Jakarta – Badan Pemeriksa Keuangan (BPK) memberikan opini Wajar Tanpa Pengecualian (WTP) pada Laporan Keuangan Pemerintah Pusat (LKPP) tahun 2017. Hal tersebut disebutkan Ketua BPK, Moermahadi Soerja Djanegara pada penyerahan laporan hasil pemeriksaan (LHP) atas LKPP Tahun 2017 kepada Dewan Perwakilan Rakyat (DPR) dalam sidang Paripurna DPR di Jakarta hari ini (31/5).
Dalam pidatonya, Ketua BPK menyebutkan bahwa opini WTP diberikan kepada LKPP Tahun 2017 berdasarkan hasil pemeriksaan atas 87 Laporan Keuangan Kementerian Lembaga (LKKL) dan 1 Laporan Keuangan Bendahara Umum Negara (LKBUN) Tahun 2017.
“Opini WTP mengandung arti bahwa pertanggungjawaban pemerintah atas pelaksanaan APBN tahun 2017 dalam laporan keuangan secara material telah disajikan dengan Standar Akuntansi Pemerintahan,” kata Moermahadi di kompleks DPR-RI Jakarta, Kamis 31 Mei 2018.
Dirinya menyebut, terdapat 79 LKKL dan 1 LKBUN yang memperoleh Opini WTP. BPK juga memberikan opini Wajar Dengan Pengecualian (WDP) pada 6 LKKL dan opini Tidak Memberikan Pendapat (TMP) pada 2 LKKL. Opini WDP diberikan kepada Kementerian Pertahanan, Kementerian Pemuda dan Olahraga, Komisi Nasional HAM, Badan Pengawas Tenaga Nuklir, LPP TVRI, dan LPP RRI.

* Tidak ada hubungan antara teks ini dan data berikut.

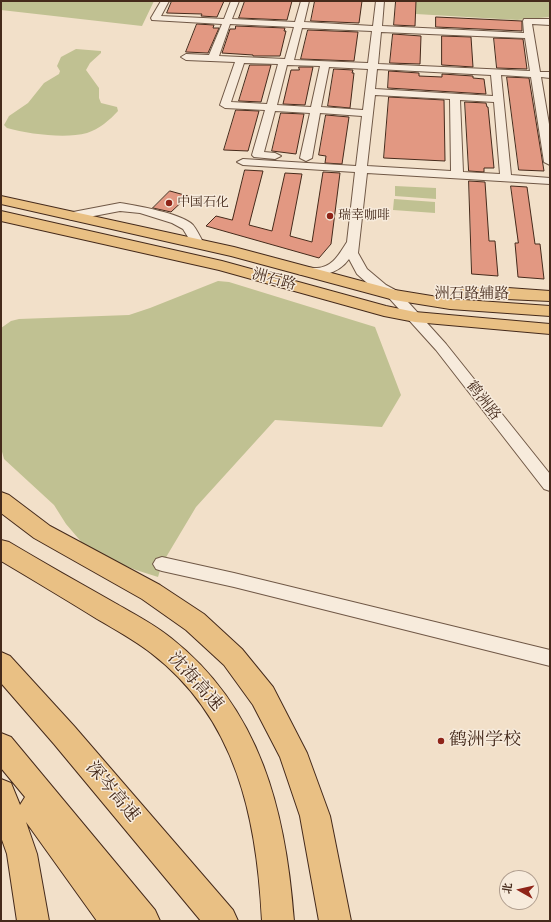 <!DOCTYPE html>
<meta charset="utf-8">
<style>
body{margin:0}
#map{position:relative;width:551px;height:922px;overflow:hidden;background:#f2e0c9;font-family:"IM FELL Great Primer","Noto Serif SC",serif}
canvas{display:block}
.frame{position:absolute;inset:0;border:2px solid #452a1b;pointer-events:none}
.north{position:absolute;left:499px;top:870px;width:40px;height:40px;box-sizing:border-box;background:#f7ebdc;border:1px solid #b09e8f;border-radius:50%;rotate:278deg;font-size:11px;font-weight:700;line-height:16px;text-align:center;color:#452a1b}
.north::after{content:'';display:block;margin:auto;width:14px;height:18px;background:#8f2418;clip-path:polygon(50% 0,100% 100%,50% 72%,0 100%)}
</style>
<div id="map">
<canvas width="551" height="922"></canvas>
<div class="frame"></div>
<div class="north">北</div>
</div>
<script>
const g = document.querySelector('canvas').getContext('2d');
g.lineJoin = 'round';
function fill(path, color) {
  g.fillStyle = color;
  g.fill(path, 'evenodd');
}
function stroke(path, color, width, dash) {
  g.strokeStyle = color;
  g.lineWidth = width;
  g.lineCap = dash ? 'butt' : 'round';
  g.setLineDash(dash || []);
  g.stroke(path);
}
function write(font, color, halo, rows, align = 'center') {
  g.font = font + ' "IM FELL Great Primer","Noto Serif SC",serif';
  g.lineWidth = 3;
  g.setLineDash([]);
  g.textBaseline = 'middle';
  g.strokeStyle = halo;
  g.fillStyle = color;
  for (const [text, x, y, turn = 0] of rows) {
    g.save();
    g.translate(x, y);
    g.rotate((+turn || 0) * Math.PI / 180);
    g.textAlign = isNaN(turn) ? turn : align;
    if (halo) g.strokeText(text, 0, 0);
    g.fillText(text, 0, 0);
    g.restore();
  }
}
fill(new Path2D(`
 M1 1H154L142 26 1 10Z
 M416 1H550V17L517 20 416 14Z
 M76 49 101 51V53L90 63 86 70 99 88V98L101 103 117 107 118 111C110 120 99 129 87 133 65 139 29 134 7 128L4 125 9 116 28 103 44 83 59 74 60 71 57 66 61 57Z
 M395 186 436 188V199L395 196Z
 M394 199 435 202V213L393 210Z
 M218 281 229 282 375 327 401 395 382 427 275 420 196 507 162 564 158 577 136 570 113 561 84 545 66 524 54 505 4 459 1 448V328L11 321 19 319 129 315 150 308Z`), '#c0c192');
const building = new Path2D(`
 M172 1H224L217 17 201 16 202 14 167 13Z
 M245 1H292L287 20 239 18Z
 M315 1H362L359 23 311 21Z
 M396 1H416L415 26 394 25Z
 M436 17 522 21V31L436 27Z
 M197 24 214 25 213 28H219L208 53 186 52Z
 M236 26 285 28 284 31H286L280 56H253V55L222 53 230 29H235Z
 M308 30 358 32 354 61 301 59Z
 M393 34 421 36 420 64 390 63Z
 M442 36 471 37 473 67 442 65Z
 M494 38 523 39 527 69 497 68Z
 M250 65H271L261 102 239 101Z
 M299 67H313L305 105 283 104 291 70H299Z
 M334 69 353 70 352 73H354L350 108 328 106Z
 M389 71 419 73V76L442 77V74L473 76V78L484 79 486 94 388 88Z
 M507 77 529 78 544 171 519 170Z
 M389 97 444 100 445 161 384 158Z
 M465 102 486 103 487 107H488L494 168H484V172L469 171Z
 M236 110 259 111 248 151 224 150Z
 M281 113 304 114 296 154 272 151Z
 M326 115 349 117 342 164 325 163 326 156 319 155Z
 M245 170 263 171 249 225 272 231 285 173 302 174 290 236 312 242 323 172 340 173 331 244 319 258 206 226 216 216 232 220Z
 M469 181 485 182 489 241H495L498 276 472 274Z
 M511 186 527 187 535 244H540L544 279 518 277 515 243H518Z
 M170 191 188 196 171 212 153 208Z`);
fill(building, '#e29882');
stroke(building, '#452a1b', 1);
const minor = new Path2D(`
 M161 1H169L161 16 224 19 231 1H239L232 19 295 22 301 1H309L304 22 373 26 376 1H384L382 26 524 33 523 21 524 19H550V25L532 24 540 72H550V78L541 77 550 130V165L544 162 531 77 501 75 511 175 550 178V184L367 173 358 253 367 269 386 285 399 292 446 344 550 474V491L544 489 436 350 389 298 376 291 357 274 349 259C338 275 317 278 298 274L297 271 298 268C305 267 311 268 317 268 333 267 339 254 347 242L355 172 243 165 237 162 243 159 356 166 362 116 320 113 312 158 306 161 300 158 310 113 275 111 264 152 275 153 281 156 275 159 254 157 252 155 265 110 225 108 220 105 235 62 186 60 181 57 186 54 209 55 222 24 152 20 151 18ZM230 24 294 27 285 59 219 56ZM302 28 372 31 368 63 294 60ZM381 32 525 38 530 71 378 64ZM244 63 278 64 267 104 231 102ZM287 65 320 66 311 107 277 105ZM329 67 368 69 363 110 321 107ZM377 69 491 75 493 96 375 89ZM375 95 450 99 451 171 367 166ZM460 100 494 102 500 174 463 172Z
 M120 203C137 206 181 213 193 225 197 230 201 238 204 244L202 247H194L183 229 172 223 140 213 120 211 73 220 69 219 67 216 69 213 73 212Z
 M162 557 234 573 550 650V666L234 587 162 571 156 569 153 564 156 559Z`);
const major = new Path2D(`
 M1 196 234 247 395 290 450 299 550 306V316L450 309 394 300 231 256 1 204Z
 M1 211 222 261 386 306 415 312 550 324V334L415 322 384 316 219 270 1 221Z
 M468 288H508L550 291V301L462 297 460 293 462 289Z`);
const highway = new Path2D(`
 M1 492 9 495 50 526 160 585 204 614 242 649 273 687 307 753 330 816 351 921H319L300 816 280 757 253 705 224 665 186 630 142 599 34 538 1 513Z
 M1 540 9 542C44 563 80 583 115 603 134 614 154 624 171 638 261 709 286 812 294 921H262C257 819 237 719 151 653 134 640 116 630 97 619 65 599 33 580 1 561Z
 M1 652 10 656 74 726 233 910 238 921H201L54 744 1 683Z
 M1 733 11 737 155 910 160 921H97L26 822 37 854 49 921H17L7 854 1 837V779L11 783 20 805 25 797 1 768Z`);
stroke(minor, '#705846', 2);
stroke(major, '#452a1b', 2);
stroke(highway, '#452a1b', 2);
fill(minor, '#f7ebdc');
fill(major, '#e9c084');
fill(highway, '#e9c084');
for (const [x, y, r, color] of [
 [169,203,4,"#8f2418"],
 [330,216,4,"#8f2418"],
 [441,741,4,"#8f2418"]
]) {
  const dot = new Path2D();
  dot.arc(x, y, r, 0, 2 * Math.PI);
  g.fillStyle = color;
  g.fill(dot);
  stroke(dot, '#f7ebdc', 1.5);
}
write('13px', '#452a1b', '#f7ebdc', [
 ["中国石化",177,203],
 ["瑞幸咖啡",338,216]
], 'left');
write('15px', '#452a1b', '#f7ebdc', [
 ["洲石路",274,280,15],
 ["洲石路辅路",472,294],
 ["鹤洲路",483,401,52]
]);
write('18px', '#452a1b', '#f7ebdc', [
 ["沈海高速",195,682,48],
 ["深岑高速",112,792,50]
]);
write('18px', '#452a1b', '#f7ebdc', [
 ["鹤洲学校",449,741]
], 'left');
</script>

Sedangkan opini TMP diberikan kepada Kementerian Kelautan dan Perikanan, serta Badan Keamanan Laut (Bakamla). Dirinya menyebut, alasan pemberian Opini TMP pada Kementerian Kelautan dan Perikanan di antaranya pembatasan lingkup pada belanja modal dan belanja barang.
“Pada Badan Keamanan Laut antara lain karena aset tetap konstruksi dalam proses (KDP) tidak dapat diyakini keberadaannya, serta pembatasan lingkup pemeriksaan. Sehingga BPK tidak memiliki keyakinan yang memadai untuk menyatakan opini kewajaran atas laporan keuangan KKP dan Bakamla,” jelas Moermahadi.
Dirinya memastikan permasalahan dari 8 LKKL yang belum memperoleh opini WTP tersebut secara keseluruhan tidak berdampak material pada kesesuaian LKPP Tahun 2017 terhadap Standar Akuntansi Pemerintahan. Dirinya menilai, permasalahan pada 8 LKKL tersebut meliputi permasalahan Penerimaan Negara Bukan Pajak (PNBP), Belanja Barang, Belanja Modal, Piutang Bukan Pajak, Persediaan, Aset Tetap, Aset Lainnya, dan Utang kepada Pihak Ketiga.
Dalam pemeriksaan atas LKPP Tahun 2017 ini, BPK juga menyampaikan temuan pemeriksaan atas Sistem Pengendalian Intern dan Kepatuhan terhadap Peraturan Perundang-undangan. Antara lain sistem informasi penyusunan LKPP Tahun 2017 belum dapat menyelesaikan selisih transaksi antar entitas dan transaksi timbal balik, serta sistem pengendalian piutang perpajakan masih memiliki kelemahan utang atau piutang atas kelebihan atau kekurangan pendapatan badan usaha dari selisih Harga Jual Eceran (HJE) Formula dan HJE penetapan pemerintah atas penyaluran minyak solar dan premium belum dilaporkan dan diselesaikan.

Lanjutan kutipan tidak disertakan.